The increased presence of security personnel at transport hubs and in the vicinity of games venues has had a deterrent effect against petty theft.
However, with the increasing number of security personnel walking away from their jobs at the Games, this may create additional strain on other security personnel, especially the local police, and leave tourists vulnerable to petty crime.
Mitigating political + terror risks
The Commonwealth Games has presented an opportunity for certain groups to promote political causes.
While local environmental issues such as coal mining and the protection of the Great Barrier Reef haven’t seen much action, it has been the rights of indigenous peoples that has been the most prominent political cause at the Gold Coast games.
The Aboriginal protesters have been trying to draw wider attention to the issues that impacted and continue to affect Australia’s indigenous population. Referring to themselves as the ‘Stolenwealth Games’, the protesters staged an on-road sit-in blockade on day one that delayed the games baton relay. Three demonstrators were also arrested and charged after chanting “no justice, no games” and trying to force their way into the opening ceremony.
These security incidents represent only a low-level risk though. Further demonstrations may occur in other areas of the Gold Coast or elsewhere in the region during the games but are unlikely to involve widespread violence or cause significant disruption due to the increased presence police presence in the region.
Beyond low-profile demonstrations, the CommonWealth Games still faces a potential terror threat, as a number of Islamic State-inspired plots have been disrupted since 2016, including planned improvised explosive device (IED) attacks and the bombing of an Emirates flight.

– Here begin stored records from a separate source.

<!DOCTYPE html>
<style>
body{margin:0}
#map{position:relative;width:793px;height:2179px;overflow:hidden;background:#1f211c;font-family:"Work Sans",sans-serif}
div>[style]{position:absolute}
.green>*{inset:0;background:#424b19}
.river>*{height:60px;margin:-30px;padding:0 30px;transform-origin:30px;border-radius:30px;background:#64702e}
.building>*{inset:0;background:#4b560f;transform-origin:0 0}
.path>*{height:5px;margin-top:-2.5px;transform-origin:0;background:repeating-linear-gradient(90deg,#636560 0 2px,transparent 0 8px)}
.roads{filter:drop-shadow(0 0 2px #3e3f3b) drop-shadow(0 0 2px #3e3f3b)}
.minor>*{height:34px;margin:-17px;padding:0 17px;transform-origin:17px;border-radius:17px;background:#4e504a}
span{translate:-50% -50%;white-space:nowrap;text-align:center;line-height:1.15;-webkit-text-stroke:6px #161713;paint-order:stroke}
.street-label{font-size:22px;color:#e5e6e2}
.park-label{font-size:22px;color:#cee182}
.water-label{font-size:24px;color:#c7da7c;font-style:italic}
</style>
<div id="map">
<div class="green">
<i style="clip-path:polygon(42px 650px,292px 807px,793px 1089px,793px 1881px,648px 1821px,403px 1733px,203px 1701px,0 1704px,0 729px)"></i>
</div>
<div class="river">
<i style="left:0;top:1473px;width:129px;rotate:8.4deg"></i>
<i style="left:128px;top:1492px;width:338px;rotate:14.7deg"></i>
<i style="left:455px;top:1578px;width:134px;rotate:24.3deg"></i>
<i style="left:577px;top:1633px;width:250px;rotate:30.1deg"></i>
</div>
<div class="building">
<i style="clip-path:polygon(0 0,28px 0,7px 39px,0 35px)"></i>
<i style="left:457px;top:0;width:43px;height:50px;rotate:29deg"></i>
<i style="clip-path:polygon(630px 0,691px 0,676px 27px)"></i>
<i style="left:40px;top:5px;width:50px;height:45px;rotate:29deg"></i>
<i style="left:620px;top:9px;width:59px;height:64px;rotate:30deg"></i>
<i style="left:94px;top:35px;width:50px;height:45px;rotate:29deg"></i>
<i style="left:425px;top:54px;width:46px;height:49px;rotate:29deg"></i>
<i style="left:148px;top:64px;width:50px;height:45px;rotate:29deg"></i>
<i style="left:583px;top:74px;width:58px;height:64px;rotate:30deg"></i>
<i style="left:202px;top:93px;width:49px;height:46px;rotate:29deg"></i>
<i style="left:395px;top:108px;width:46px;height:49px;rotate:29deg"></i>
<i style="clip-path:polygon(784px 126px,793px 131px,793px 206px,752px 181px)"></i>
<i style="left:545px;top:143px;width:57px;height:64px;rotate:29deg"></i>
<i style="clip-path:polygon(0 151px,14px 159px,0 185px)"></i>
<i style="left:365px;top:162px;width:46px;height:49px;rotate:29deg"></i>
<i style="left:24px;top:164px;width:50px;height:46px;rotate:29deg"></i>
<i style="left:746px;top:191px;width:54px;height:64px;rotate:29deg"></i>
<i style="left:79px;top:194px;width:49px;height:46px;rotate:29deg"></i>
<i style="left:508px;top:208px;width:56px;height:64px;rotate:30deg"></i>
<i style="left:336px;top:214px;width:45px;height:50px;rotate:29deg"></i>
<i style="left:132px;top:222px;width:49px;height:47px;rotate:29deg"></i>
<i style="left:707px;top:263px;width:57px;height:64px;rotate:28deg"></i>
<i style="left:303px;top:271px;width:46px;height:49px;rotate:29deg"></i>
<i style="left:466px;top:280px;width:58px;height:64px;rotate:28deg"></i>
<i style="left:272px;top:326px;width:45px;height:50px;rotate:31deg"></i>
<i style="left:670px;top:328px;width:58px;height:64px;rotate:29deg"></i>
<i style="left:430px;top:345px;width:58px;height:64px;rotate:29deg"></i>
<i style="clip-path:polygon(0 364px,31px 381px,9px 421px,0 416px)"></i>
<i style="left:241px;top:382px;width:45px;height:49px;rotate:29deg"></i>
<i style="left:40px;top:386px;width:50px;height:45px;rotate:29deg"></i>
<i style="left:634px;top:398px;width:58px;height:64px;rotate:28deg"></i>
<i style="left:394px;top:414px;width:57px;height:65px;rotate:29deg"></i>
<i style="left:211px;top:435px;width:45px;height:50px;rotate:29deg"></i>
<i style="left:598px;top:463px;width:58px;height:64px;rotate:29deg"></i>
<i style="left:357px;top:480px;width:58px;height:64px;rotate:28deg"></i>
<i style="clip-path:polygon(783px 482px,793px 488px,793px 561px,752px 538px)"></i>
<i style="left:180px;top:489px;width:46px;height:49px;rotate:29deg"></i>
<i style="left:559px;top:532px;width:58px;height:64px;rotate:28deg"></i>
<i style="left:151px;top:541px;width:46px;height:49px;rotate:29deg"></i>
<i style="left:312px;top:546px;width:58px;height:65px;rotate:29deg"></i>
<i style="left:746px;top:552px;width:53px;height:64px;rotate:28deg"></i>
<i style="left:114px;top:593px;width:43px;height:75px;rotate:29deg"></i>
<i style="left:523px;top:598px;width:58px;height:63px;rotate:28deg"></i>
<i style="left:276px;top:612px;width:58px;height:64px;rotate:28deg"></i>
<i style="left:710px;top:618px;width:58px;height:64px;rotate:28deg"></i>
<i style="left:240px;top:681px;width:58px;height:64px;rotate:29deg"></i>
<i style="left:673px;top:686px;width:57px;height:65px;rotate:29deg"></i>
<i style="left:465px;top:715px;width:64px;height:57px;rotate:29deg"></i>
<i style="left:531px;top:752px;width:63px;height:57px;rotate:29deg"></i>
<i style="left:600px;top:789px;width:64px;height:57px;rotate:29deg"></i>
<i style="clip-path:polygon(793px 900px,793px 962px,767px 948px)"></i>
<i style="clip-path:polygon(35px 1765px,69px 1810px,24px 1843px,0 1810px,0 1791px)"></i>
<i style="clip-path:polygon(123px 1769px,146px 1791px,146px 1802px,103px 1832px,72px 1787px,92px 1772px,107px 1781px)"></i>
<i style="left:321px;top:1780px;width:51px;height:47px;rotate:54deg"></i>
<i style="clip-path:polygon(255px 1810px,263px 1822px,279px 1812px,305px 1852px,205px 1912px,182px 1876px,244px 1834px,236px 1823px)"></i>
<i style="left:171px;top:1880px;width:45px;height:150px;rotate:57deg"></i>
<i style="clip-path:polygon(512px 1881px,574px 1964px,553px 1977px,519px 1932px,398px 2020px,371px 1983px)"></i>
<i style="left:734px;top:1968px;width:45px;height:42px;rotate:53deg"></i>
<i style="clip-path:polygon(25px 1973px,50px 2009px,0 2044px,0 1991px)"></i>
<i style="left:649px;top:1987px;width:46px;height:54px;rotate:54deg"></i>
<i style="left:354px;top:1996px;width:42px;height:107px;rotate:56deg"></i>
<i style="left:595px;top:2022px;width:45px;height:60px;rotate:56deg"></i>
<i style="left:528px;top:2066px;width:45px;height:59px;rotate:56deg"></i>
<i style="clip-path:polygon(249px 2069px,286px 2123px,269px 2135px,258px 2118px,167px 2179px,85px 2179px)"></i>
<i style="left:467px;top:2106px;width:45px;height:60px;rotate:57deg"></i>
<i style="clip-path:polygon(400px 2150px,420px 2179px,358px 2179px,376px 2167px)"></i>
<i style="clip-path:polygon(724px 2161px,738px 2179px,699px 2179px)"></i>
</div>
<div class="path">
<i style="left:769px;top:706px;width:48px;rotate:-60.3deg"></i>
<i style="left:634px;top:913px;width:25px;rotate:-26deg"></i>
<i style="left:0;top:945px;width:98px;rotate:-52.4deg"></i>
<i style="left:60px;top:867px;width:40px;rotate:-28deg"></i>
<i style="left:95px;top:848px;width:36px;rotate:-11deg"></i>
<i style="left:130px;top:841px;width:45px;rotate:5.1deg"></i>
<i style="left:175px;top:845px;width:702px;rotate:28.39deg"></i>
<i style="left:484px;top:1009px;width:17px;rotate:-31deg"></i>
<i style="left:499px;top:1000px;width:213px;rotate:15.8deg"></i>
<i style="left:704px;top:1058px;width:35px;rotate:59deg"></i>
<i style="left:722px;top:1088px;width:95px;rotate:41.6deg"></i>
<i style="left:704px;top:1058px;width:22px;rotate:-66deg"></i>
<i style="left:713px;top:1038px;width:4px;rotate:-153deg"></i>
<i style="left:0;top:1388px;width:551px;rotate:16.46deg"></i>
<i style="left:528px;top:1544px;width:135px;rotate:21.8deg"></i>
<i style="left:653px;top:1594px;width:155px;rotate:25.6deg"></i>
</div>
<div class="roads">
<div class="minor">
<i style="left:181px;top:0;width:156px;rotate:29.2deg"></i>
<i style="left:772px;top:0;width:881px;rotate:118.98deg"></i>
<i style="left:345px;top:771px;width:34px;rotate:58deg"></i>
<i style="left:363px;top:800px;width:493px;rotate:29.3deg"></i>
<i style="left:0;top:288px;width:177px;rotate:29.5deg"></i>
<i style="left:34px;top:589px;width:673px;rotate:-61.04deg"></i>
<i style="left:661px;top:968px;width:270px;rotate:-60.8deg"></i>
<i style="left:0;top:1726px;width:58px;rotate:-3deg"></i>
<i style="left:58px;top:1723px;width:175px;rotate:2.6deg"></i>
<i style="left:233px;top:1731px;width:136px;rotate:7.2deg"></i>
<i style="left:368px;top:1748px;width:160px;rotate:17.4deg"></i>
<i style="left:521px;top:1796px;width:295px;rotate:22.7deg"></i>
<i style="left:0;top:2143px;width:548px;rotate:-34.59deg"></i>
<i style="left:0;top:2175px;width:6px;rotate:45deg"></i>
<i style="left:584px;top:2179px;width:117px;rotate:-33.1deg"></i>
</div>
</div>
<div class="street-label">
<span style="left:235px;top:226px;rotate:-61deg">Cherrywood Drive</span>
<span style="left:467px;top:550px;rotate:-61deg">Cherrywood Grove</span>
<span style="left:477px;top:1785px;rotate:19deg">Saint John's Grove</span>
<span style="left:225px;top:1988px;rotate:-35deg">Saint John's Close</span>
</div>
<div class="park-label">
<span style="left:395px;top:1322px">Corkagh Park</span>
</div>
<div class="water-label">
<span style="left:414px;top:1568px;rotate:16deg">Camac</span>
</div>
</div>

Australia’s participation in the US-led anti-Islamic State coalition has made the country a potential target for the group, including its affiliates in the South East Asia region and individuals returning from fighting with the group in Iraq and Syria. In turn, this makes the Commonwealth Games an attractive target for extremists. However, the substantial the security presence has so far mitigated the threat.
It is also reasonable to assume that intelligence agencies have proactively increased the monitoring of individuals of interest.

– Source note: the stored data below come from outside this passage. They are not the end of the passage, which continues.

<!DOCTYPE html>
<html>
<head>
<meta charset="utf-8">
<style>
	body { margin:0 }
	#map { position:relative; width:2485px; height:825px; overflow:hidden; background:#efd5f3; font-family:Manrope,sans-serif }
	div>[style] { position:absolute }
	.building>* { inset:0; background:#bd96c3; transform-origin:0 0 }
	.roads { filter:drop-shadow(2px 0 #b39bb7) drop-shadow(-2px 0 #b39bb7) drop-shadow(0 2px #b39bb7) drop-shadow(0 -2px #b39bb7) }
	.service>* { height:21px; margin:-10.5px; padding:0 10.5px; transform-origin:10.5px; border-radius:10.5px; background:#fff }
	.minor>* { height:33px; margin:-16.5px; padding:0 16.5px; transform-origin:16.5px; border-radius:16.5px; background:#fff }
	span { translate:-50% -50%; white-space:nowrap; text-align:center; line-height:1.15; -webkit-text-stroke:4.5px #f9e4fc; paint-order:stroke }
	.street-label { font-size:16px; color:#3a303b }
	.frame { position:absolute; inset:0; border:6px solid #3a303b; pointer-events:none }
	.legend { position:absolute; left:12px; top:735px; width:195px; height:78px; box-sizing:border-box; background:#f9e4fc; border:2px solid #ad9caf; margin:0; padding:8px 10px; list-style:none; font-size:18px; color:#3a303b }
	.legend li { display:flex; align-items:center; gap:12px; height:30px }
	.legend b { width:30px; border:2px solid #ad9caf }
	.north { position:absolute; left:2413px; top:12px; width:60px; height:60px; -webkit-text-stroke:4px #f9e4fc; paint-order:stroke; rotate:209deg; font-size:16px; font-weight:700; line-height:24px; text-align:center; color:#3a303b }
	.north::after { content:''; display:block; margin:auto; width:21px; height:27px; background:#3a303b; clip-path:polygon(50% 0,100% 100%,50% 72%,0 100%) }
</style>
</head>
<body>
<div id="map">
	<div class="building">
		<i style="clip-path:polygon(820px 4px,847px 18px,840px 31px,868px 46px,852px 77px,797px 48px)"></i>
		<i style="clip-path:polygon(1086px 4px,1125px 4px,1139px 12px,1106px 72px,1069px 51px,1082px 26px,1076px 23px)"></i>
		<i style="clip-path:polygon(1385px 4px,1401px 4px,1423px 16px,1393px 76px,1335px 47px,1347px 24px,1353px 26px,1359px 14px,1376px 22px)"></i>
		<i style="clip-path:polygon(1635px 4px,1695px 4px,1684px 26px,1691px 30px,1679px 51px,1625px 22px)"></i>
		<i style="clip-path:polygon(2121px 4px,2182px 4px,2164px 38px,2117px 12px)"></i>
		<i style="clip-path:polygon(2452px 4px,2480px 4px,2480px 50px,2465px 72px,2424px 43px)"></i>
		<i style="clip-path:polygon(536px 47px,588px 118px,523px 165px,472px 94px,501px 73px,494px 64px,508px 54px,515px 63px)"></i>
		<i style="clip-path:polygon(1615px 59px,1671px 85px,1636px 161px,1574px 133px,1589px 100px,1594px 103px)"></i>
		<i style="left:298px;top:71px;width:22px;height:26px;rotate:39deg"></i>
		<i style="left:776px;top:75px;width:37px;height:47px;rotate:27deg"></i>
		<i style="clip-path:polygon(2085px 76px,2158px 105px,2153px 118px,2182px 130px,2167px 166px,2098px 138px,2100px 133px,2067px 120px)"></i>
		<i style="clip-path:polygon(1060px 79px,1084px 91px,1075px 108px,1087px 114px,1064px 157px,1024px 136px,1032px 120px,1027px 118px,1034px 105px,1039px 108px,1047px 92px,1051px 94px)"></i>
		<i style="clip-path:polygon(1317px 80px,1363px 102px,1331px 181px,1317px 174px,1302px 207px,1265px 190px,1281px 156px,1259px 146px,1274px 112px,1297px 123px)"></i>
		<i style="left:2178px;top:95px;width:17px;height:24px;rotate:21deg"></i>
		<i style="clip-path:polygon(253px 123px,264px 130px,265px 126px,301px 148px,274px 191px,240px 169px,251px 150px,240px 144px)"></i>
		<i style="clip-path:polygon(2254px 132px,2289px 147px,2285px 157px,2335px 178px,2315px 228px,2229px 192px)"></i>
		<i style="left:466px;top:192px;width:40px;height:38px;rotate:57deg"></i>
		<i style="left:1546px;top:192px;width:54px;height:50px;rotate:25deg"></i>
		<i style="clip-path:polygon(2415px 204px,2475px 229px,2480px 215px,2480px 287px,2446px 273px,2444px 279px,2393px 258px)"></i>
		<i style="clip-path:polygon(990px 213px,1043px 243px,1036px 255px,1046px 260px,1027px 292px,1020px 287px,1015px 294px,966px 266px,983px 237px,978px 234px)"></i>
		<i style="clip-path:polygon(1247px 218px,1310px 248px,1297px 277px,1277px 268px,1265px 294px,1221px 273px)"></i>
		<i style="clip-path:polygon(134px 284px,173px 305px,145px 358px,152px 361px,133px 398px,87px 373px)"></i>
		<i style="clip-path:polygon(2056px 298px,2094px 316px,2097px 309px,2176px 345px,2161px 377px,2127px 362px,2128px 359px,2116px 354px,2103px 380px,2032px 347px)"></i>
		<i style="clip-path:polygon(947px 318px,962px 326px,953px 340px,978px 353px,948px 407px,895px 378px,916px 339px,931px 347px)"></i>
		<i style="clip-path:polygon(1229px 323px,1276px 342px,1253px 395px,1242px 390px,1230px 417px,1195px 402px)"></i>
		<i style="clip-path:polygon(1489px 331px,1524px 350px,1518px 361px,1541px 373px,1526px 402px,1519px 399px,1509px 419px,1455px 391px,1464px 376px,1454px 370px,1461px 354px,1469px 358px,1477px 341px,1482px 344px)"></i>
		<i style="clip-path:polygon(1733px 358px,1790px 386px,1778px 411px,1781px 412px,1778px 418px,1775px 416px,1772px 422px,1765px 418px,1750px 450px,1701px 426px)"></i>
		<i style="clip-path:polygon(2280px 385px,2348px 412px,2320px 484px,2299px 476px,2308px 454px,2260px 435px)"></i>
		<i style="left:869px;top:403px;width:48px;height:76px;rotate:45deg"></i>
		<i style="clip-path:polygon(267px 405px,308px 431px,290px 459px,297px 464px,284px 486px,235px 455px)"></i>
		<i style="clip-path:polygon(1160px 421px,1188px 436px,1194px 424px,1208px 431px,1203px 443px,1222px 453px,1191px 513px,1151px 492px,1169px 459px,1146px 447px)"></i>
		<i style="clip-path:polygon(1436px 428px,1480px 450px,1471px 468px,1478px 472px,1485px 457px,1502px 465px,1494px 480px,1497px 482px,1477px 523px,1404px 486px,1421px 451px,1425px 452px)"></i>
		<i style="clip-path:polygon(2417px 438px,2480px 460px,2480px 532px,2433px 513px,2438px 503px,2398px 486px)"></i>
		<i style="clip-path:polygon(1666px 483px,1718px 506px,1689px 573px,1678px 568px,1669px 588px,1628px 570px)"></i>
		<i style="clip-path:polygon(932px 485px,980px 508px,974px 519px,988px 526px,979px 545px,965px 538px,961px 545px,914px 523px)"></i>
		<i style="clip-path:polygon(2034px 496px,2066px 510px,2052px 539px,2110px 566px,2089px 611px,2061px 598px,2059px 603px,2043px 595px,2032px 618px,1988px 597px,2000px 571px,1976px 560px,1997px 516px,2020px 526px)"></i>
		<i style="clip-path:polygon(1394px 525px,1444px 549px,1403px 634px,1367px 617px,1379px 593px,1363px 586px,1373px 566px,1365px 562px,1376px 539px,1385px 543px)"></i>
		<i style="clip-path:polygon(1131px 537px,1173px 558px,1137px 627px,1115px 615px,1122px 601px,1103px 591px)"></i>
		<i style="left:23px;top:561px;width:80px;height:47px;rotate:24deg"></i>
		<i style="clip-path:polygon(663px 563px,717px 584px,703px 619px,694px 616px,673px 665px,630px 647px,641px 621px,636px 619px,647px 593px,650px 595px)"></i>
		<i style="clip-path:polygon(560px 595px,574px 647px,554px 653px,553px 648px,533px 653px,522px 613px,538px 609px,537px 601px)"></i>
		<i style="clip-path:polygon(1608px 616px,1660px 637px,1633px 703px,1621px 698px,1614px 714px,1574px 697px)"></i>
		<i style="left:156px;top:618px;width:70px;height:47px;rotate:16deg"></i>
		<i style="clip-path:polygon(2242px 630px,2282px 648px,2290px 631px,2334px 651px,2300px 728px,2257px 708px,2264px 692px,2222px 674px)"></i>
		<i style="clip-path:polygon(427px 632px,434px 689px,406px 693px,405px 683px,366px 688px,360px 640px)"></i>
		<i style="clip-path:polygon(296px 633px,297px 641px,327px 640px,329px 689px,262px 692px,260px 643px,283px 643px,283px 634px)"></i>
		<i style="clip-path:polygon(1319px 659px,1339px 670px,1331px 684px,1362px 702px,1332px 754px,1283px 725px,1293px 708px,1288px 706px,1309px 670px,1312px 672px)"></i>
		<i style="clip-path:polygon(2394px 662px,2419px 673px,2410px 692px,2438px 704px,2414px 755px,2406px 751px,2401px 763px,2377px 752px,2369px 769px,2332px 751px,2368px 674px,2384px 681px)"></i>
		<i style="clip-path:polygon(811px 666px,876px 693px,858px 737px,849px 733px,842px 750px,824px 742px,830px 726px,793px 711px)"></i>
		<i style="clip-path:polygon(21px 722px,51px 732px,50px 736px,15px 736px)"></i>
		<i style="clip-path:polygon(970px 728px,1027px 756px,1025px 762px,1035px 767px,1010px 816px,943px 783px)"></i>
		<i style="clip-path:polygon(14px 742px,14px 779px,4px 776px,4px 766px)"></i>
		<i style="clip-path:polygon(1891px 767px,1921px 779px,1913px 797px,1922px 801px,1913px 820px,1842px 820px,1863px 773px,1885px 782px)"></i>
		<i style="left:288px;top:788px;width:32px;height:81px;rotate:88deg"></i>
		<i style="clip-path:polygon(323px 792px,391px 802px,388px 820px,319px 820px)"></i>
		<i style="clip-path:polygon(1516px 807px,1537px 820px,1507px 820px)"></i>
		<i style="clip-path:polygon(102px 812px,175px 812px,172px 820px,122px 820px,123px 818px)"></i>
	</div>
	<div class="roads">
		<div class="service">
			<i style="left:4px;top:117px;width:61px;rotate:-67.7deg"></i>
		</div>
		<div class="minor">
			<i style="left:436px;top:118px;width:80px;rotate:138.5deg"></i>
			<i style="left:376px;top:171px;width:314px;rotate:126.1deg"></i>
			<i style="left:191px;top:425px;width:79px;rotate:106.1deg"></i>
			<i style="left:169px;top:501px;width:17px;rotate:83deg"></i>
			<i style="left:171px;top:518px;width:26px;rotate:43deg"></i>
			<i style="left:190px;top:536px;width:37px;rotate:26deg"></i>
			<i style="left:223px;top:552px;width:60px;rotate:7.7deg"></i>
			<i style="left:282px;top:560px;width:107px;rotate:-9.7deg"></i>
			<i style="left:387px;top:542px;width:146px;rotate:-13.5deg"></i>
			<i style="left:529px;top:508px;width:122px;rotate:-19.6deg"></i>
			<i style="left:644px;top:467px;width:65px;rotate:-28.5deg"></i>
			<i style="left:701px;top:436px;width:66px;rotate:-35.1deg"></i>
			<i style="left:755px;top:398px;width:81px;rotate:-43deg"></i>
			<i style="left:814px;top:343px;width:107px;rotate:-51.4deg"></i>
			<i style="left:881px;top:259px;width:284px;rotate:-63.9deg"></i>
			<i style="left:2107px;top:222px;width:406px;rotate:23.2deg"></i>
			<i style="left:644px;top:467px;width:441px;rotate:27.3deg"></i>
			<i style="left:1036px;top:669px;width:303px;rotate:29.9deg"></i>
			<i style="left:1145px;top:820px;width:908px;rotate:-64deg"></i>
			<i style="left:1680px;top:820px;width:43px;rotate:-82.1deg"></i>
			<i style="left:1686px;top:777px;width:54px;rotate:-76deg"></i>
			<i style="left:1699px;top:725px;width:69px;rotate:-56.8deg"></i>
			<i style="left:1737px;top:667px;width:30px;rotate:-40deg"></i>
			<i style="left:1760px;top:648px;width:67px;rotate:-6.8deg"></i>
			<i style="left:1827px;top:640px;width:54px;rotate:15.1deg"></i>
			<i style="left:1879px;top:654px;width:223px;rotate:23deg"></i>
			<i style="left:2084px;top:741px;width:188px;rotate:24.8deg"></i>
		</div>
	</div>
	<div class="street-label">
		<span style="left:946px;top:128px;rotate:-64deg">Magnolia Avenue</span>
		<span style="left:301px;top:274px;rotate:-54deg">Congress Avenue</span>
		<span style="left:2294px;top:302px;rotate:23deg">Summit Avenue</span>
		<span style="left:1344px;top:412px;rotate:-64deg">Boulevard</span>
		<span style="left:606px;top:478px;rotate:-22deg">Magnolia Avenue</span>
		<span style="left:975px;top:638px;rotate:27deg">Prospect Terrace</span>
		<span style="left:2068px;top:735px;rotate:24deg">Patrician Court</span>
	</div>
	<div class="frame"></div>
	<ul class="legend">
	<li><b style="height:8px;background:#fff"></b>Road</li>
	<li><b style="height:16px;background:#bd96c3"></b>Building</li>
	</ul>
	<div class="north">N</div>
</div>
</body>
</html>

However, although low, the risk of low-technology, lone-wolf terrorist incidents such as stabbings and vehicular-ramming attacks is still present and always a challenge to mitigate if one were to arise.
Staying safe at a major sporting event
The challenge with major sporting events such as the Commonwealth Games or the upcoming FIFA World Cup, besides getting hold of tickets, is maintaining the safety of you and your travelling personnel.
Aside from ensuring all travellers are equipped with the right visas and travel documents before setting off, it is advisable to ensure a clear risk management programme is in place especially in more complex regions.
Even in relatively safe areas such as Australia, it is still best practice for travellers to stay abreast of developing stories by subscribing to local news alerts on phones, as well as pre-booking all necessary travel.
Fortunately, the Gold Coast games have so far been relatively risk-free, however this isn’t the case with every event. The upcoming Russia World Cup in June is one such event.